● **Task directions**
Scan the records for lines with the word "turn", and copy every such line.

● **Provided data**
#####

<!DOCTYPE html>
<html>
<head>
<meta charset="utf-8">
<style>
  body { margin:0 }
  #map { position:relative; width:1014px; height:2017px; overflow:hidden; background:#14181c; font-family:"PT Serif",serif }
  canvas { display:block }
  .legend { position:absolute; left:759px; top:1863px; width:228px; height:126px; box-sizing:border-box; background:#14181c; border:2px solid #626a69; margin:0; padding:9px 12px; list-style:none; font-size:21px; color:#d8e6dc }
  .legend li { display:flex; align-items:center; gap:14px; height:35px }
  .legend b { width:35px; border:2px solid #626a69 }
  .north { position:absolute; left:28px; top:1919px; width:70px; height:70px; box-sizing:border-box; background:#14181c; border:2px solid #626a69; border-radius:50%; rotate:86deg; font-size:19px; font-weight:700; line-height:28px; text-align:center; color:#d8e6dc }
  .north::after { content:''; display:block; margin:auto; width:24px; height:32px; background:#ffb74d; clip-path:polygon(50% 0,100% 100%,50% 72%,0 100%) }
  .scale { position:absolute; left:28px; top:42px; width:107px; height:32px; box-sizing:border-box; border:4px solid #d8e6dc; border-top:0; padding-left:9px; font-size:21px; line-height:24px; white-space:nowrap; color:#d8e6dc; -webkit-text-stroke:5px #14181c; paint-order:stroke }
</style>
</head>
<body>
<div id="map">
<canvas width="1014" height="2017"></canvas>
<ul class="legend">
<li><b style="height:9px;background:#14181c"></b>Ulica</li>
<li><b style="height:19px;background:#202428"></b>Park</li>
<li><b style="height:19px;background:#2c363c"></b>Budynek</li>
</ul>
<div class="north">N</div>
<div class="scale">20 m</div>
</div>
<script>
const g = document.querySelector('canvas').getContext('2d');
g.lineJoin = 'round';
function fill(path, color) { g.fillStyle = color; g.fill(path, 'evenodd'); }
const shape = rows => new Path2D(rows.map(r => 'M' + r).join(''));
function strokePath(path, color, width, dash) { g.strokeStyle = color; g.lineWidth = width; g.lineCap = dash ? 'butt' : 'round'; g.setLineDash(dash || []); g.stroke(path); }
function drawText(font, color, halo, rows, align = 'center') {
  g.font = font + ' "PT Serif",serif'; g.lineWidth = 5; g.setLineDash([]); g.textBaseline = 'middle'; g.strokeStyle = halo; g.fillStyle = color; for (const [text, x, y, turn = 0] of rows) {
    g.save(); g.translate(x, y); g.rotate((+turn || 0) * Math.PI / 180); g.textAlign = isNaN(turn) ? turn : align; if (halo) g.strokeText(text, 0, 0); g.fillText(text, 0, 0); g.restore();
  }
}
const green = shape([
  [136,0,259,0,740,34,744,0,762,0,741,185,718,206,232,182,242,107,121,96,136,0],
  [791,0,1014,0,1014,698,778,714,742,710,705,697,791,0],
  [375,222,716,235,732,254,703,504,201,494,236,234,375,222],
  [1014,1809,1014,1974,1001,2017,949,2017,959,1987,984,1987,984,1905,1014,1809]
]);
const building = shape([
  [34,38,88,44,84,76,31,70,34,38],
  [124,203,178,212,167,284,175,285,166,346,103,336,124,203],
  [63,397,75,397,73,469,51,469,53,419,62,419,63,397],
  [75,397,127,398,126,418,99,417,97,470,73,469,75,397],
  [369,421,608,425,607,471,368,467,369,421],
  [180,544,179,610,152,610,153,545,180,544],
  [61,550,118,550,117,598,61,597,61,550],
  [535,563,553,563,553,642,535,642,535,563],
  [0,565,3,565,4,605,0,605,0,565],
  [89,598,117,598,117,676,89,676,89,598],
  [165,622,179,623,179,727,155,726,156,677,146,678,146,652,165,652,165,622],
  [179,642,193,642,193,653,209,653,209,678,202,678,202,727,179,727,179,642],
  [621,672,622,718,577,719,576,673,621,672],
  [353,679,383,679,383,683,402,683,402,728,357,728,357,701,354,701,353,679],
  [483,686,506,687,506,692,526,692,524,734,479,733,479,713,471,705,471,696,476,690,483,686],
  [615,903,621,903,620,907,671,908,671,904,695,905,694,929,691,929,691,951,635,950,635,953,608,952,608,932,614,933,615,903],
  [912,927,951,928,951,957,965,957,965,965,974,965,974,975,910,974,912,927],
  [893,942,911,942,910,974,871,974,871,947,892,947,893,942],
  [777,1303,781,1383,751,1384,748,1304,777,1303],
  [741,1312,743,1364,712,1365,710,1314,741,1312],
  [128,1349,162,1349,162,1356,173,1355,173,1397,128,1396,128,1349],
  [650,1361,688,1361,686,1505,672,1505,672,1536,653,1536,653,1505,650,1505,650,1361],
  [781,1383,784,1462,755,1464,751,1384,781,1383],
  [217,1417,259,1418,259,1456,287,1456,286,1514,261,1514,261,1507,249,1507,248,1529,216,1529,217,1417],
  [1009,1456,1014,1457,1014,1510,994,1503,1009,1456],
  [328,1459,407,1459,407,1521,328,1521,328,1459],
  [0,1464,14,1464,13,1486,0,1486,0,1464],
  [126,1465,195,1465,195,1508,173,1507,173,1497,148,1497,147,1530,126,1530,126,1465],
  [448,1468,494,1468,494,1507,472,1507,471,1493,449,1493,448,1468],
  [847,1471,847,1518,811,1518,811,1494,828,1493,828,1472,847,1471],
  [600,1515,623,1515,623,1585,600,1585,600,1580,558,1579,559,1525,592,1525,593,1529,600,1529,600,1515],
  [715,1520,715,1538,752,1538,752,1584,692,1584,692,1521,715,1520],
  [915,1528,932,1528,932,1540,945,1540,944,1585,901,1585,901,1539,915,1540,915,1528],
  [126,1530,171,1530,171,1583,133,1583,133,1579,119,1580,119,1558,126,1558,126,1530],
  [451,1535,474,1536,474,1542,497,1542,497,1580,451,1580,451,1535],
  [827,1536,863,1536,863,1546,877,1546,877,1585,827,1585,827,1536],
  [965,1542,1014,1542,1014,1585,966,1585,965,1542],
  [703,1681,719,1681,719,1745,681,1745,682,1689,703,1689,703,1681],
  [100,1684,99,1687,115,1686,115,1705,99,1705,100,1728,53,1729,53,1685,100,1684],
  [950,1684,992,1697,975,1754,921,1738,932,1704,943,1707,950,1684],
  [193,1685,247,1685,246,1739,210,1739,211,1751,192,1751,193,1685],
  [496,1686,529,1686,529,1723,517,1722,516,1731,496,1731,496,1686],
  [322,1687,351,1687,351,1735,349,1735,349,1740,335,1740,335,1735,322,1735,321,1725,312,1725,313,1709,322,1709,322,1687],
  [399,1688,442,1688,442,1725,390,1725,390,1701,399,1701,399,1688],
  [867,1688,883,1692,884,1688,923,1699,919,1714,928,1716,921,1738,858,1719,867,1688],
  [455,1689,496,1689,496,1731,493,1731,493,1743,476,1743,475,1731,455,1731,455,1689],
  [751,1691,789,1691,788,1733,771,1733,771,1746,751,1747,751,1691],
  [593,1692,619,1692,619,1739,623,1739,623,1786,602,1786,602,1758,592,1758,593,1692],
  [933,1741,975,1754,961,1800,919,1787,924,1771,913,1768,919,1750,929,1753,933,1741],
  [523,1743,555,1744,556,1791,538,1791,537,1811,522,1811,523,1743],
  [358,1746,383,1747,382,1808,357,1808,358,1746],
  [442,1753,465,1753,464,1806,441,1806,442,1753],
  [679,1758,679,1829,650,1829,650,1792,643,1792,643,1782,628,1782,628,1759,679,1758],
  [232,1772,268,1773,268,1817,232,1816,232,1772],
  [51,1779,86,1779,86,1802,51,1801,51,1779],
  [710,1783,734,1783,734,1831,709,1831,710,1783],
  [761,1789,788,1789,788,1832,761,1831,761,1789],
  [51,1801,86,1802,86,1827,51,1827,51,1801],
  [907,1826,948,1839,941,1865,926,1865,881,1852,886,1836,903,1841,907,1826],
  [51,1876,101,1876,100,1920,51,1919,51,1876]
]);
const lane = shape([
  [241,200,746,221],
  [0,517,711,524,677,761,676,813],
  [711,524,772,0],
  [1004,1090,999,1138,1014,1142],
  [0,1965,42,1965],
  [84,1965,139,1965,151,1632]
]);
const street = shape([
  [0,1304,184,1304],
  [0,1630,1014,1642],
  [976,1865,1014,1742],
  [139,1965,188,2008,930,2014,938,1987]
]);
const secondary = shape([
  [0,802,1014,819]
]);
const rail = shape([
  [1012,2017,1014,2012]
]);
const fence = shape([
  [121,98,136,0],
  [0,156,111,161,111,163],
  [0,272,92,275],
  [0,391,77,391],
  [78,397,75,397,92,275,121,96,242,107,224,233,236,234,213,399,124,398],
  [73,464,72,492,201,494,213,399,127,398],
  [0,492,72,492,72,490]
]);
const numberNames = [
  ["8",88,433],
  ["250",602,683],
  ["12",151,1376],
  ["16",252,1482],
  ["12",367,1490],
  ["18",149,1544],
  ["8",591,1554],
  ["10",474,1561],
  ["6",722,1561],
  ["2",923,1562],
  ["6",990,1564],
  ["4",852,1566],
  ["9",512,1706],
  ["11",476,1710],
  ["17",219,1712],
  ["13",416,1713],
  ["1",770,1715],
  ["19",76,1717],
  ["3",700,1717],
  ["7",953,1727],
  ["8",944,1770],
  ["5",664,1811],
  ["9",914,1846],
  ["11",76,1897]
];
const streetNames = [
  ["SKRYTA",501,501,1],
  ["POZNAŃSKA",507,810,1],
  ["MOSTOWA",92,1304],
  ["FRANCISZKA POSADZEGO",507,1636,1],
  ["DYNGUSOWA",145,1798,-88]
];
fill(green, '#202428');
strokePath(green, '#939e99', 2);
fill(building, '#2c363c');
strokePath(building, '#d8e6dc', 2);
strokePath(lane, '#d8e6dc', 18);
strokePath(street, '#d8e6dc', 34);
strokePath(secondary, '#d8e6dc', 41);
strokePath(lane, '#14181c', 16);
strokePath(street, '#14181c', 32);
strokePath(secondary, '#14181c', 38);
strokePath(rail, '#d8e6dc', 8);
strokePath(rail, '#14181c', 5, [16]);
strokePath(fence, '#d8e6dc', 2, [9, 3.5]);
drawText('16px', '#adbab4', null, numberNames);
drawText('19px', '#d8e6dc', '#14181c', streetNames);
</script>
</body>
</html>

#####

● **Response area**
  g.font = font + ' "PT Serif",serif'; g.lineWidth = 5; g.setLineDash([]); g.textBaseline = 'middle'; g.strokeStyle = halo; g.fillStyle = color; for (const [text, x, y, turn = 0] of rows) {
    g.save(); g.translate(x, y); g.rotate((+turn || 0) * Math.PI / 180); g.textAlign = isNaN(turn) ? turn : align; if (halo) g.strokeText(text, 0, 0); g.fillText(text, 0, 0); g.restore();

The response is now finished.